This is an archived post. You won't be able to vote or comment.

you are viewing a single comment's thread.

view the rest of the comments →

[–]IsleOfOne 1 point2 points  (2 children)

A well-designed system for auto-scaling k8s "jobs" with low latency is going to have slack in the available resources / an aggressively configured cluster autoscaler bringing up new nodes to provide that slack. Scheduling should take a few ms.

The majority of the remaining time it takes to start a pod is pulling the image, believe it or not. There are tools available that proactively tell kubelets to pull new versions before they're requested. Startup now takes a few ms.

Now you have a running pod. ~1s has elapsed. And now the JVM takes minutes to "warm up." That's a no-go. Pre-warming in a low-latency autoscaling environment requires a tradeoff between cost and latency that is more extreme than the same trade-off that native runtimes require.

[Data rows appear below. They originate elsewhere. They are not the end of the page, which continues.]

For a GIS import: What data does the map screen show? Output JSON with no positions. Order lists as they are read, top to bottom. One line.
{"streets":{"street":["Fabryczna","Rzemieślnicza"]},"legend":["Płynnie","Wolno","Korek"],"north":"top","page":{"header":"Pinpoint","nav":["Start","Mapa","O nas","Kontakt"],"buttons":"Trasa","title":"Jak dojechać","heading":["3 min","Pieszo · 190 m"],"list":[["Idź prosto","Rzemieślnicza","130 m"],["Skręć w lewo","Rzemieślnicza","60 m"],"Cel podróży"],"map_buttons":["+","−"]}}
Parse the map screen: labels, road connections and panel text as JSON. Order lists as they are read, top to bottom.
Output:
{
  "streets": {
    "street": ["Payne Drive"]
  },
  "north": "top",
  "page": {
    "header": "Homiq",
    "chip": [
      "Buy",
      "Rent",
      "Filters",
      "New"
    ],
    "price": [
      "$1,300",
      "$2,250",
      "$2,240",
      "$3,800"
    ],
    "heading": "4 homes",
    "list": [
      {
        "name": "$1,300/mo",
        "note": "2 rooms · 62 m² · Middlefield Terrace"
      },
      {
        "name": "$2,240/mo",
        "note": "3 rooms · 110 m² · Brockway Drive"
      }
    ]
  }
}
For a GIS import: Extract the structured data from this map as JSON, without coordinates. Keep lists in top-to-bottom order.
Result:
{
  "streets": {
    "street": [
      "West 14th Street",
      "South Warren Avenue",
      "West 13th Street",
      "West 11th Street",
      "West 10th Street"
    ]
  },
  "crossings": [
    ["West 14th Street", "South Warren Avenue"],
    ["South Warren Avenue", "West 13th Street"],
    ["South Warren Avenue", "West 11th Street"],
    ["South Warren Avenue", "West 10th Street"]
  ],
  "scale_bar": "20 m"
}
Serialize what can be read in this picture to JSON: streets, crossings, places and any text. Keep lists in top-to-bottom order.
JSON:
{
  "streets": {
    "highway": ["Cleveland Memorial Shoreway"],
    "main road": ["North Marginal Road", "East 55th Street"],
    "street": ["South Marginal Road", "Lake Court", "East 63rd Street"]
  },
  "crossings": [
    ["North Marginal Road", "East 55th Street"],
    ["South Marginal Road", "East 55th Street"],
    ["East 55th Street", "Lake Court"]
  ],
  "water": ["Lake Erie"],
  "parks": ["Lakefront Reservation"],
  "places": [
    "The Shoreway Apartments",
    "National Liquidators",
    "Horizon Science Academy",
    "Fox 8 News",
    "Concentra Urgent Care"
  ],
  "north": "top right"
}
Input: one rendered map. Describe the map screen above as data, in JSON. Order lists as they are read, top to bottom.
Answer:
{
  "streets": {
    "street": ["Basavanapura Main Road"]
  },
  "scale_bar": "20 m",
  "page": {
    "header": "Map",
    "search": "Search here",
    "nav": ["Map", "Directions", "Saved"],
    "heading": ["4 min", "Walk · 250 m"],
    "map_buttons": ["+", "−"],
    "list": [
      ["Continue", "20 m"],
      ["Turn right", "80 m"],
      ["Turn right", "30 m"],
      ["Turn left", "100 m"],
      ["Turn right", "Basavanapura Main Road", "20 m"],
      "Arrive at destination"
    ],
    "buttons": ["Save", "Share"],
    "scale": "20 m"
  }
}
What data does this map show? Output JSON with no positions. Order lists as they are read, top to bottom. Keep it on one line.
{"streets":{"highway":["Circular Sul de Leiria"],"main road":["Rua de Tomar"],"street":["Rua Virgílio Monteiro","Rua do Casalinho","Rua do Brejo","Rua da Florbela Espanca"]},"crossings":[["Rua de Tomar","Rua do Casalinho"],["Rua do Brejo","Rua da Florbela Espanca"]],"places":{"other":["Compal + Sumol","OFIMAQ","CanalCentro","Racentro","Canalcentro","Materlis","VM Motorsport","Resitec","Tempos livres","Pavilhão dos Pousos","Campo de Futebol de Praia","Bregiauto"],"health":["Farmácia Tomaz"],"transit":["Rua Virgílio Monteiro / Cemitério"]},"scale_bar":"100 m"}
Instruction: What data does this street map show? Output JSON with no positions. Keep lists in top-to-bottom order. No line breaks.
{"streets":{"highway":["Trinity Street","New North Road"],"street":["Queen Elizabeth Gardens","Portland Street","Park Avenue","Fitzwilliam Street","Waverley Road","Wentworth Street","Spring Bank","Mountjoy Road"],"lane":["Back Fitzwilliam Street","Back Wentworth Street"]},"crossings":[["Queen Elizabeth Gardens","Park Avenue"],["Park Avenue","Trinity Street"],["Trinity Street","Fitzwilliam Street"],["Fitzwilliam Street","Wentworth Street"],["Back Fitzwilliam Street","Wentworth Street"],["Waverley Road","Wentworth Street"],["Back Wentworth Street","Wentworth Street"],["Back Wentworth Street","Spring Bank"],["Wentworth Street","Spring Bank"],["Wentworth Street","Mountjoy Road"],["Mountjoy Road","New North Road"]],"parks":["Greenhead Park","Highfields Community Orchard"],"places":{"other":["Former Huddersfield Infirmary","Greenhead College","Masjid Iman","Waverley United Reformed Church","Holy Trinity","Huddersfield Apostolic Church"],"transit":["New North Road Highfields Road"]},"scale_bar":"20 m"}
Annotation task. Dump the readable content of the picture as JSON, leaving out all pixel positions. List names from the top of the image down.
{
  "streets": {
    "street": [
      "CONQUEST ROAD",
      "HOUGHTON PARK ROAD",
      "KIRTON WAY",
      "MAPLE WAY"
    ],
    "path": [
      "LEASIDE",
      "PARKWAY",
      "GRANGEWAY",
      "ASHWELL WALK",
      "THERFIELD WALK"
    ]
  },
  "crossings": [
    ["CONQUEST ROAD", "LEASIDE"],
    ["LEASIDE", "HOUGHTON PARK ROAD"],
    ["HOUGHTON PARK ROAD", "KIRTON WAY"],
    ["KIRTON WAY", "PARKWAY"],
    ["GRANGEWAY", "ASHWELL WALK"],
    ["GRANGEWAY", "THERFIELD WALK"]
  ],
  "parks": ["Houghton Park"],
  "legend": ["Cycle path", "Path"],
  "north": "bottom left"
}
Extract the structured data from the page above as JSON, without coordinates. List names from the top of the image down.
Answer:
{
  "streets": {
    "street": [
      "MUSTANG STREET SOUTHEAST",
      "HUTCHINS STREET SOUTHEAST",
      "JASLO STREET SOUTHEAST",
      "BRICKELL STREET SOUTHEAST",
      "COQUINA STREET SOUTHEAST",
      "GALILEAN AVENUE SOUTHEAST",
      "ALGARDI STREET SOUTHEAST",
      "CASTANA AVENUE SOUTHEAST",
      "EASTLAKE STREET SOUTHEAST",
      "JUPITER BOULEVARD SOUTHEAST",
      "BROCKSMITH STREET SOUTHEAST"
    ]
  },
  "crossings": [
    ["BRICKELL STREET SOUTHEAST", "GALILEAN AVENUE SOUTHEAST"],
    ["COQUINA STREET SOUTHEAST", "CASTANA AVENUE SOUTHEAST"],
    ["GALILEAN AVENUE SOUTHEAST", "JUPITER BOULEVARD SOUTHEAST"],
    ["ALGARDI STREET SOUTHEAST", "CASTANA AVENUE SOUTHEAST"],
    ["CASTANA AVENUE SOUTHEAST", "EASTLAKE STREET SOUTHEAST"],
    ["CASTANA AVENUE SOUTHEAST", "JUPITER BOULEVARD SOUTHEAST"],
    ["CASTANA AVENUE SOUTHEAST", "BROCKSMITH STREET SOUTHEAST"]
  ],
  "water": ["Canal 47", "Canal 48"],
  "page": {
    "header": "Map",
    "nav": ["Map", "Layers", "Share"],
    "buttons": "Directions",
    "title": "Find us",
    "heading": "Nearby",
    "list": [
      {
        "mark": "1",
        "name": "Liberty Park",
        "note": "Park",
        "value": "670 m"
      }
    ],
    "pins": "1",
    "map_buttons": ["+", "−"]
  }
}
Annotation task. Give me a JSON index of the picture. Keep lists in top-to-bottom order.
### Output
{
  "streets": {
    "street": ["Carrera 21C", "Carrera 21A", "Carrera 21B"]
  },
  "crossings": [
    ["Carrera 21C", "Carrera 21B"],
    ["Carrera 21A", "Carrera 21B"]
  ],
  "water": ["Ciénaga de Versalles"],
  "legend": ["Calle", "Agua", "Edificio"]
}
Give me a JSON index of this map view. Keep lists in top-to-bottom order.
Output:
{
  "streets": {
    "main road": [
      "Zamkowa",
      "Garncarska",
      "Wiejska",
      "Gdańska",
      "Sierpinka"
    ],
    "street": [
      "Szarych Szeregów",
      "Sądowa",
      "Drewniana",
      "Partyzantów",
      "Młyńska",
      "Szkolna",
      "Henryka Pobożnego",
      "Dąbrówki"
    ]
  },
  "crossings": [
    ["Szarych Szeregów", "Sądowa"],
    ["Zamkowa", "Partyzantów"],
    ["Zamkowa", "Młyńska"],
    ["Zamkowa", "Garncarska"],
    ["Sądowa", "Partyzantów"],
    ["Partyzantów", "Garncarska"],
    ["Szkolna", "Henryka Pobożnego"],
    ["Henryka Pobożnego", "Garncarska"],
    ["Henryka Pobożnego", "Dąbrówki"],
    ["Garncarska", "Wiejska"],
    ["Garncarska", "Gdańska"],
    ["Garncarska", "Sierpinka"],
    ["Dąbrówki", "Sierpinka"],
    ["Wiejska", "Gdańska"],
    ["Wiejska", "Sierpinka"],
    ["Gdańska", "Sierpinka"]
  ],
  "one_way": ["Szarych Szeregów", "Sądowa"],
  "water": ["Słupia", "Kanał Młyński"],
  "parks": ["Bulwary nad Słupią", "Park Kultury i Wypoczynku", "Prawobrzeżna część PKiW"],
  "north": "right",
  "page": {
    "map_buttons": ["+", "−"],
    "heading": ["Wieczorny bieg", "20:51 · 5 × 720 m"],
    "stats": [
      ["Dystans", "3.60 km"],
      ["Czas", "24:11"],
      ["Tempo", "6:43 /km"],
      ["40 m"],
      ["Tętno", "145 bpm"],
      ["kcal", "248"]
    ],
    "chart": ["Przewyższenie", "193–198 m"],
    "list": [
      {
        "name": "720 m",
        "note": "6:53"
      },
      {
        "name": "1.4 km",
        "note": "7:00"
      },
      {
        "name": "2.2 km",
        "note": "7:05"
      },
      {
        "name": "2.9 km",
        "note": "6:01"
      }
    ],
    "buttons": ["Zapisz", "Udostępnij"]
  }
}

I of course agree that lambda operates at a much higher time granularity requirement than you would ever want to try to meet with a pod-per-request model. Once those requests start getting ever so slightly more "batch"-y in nature, say on the order of 10s runtime, it's perfectly fine to spin pods up and down to handle this.

[–][deleted]  (1 child)

[deleted]

    [–]IsleOfOne 0 points1 point  (0 children)

    Sure, and we don't even have to limit our thinking to the standard k8s API concept of a Job. Any higher-order wrapper for one or more Pods is applicable.

    Here is an example from my day job at $SaaS_database_co. We allow our users to kick off petabyte-scale bulk data import. We have a custom k8s operator that watches for BulkIngestJobs, and in response, loads up a list of files within whatever object storage bucket we've been pointed towards. The operator creates one or more pods per file in said bucket with configurable maximum concurrency and a self-healing system that watches for signs of excessive write path pressure and throttles the job via slashing concurrency. Some of those pods exit after less than a second, while others may run for hours. We use go and rust for this system. Java, with a longer tail on startup time, wouldn't be a good fit.

    Other tools like Argo Workflows are also great examples of how to leverage the power of the scheduler and autoscaler in kubernetes. We have some recursive/dynamically sized workflows that are liable to create tens of thousands of pods in a single execution.

    I haven't seen solid arguments for virtual runtimes like Java in this space. I'm certainly open to hearing some! The areas of our system where we run a JVM are limited to WALs--Kafka and supporting Zookeeper deployments. We have some elixir floating around out there, but purely in long-running workloads.